Across the entries that follow, count each line holding "picture" and state the total alone.

-------- EXTRACTED RECORDS --------

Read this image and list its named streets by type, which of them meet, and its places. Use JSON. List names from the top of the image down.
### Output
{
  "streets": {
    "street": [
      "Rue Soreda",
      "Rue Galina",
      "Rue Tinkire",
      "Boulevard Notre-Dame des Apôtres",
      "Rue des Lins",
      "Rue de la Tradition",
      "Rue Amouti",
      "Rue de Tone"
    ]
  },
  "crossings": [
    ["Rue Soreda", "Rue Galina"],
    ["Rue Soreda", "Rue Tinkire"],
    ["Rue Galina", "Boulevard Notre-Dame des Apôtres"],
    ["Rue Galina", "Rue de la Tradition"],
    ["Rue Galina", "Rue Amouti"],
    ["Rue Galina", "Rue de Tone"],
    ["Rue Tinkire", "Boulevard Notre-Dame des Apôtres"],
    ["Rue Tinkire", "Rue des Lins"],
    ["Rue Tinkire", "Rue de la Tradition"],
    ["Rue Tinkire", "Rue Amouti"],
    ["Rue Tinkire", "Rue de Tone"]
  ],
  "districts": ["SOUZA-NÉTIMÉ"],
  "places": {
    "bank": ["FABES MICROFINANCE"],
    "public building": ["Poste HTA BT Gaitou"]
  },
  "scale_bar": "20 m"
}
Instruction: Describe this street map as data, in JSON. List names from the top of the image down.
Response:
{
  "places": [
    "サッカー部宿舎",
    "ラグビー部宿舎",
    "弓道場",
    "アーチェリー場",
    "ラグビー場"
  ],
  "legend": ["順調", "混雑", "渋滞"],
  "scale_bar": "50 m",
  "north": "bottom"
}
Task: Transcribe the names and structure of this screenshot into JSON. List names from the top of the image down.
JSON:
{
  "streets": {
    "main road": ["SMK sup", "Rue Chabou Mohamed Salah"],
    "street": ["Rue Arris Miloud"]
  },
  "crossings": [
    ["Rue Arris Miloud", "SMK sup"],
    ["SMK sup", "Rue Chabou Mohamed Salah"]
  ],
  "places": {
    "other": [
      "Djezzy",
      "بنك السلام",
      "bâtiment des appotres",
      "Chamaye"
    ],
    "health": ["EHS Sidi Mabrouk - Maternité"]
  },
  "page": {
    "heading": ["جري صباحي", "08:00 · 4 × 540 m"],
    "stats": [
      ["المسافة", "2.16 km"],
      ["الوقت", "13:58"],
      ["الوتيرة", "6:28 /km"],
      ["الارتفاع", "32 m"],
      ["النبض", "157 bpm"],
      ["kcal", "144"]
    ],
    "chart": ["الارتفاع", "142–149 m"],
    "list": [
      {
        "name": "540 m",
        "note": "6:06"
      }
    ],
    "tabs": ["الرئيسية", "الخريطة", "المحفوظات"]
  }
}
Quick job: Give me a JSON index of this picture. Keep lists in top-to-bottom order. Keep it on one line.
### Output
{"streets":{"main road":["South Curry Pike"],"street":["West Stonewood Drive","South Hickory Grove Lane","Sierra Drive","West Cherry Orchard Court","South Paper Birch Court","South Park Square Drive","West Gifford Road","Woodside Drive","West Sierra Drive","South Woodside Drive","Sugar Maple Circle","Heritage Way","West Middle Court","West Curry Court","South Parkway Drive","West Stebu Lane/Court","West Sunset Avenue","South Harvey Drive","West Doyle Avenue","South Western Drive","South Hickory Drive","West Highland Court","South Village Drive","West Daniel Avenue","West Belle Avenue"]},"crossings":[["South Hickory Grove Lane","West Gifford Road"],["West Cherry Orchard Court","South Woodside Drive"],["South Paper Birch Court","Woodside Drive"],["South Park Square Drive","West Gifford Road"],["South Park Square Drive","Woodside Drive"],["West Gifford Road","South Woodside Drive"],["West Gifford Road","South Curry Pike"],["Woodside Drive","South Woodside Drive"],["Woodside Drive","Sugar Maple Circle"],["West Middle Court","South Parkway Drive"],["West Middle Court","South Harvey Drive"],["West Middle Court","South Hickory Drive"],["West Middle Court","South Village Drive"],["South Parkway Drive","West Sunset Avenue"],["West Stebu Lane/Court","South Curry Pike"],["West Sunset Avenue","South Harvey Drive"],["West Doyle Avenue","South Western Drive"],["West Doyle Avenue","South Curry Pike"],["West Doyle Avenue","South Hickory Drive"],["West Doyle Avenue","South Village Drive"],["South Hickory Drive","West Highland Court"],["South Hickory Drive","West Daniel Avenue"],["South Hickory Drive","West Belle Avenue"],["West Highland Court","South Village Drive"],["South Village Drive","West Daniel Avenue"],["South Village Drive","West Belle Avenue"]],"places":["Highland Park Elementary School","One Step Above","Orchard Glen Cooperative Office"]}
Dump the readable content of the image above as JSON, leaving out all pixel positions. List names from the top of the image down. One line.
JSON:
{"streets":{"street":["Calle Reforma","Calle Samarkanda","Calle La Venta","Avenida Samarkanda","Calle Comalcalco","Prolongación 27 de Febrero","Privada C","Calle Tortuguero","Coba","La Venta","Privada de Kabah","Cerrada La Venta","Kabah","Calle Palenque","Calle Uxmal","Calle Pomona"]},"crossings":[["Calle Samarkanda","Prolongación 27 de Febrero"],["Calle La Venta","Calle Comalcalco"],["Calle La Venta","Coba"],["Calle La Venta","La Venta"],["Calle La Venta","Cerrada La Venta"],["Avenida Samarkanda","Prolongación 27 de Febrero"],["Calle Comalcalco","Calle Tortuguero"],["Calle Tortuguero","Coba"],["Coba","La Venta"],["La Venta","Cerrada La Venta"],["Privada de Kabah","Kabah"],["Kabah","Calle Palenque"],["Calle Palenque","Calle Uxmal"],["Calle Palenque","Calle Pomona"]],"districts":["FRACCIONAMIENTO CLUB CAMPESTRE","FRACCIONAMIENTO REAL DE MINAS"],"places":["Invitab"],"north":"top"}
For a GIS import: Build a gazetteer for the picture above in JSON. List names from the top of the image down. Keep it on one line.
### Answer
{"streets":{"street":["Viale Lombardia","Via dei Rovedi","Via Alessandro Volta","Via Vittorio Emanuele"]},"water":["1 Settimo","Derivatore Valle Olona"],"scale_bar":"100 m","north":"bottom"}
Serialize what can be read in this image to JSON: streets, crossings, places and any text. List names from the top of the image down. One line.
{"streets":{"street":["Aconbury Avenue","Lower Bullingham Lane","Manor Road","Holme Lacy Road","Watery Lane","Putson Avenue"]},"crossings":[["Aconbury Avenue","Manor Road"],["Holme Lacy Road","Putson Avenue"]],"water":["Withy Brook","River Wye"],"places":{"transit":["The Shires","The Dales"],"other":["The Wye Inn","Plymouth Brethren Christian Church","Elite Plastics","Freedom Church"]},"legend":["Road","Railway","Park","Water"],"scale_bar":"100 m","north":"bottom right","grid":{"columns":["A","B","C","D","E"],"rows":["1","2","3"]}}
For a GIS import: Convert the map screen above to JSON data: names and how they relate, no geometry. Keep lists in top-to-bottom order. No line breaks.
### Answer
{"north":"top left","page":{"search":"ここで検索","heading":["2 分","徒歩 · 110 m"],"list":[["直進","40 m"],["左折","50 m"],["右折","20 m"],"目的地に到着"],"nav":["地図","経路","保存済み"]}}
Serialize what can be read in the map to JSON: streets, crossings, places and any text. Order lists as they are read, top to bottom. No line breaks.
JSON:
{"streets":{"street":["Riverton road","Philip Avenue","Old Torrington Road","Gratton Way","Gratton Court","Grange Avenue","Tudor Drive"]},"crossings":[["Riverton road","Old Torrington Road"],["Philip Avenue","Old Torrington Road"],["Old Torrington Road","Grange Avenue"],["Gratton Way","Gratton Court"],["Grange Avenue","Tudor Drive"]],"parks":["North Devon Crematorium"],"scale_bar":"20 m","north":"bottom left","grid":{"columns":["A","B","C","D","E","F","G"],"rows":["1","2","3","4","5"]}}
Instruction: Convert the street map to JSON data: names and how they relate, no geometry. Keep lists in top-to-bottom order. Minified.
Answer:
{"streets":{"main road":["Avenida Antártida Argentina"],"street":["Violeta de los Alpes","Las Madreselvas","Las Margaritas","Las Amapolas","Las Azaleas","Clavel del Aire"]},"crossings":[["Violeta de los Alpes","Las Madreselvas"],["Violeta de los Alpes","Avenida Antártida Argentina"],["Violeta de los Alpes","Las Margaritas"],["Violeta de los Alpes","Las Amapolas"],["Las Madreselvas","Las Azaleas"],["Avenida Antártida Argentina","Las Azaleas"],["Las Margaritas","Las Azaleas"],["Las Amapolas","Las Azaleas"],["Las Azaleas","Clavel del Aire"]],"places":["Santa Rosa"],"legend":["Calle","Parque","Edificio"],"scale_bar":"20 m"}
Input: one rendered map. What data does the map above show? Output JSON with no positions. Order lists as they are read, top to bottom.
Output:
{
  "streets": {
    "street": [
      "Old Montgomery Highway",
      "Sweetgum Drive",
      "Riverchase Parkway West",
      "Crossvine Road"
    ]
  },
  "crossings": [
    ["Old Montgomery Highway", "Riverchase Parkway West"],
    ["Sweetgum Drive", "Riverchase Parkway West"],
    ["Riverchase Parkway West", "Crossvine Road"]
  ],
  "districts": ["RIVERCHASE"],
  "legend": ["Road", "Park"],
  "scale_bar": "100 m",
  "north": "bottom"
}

--------

[COMPLETED EXERCISE]:
2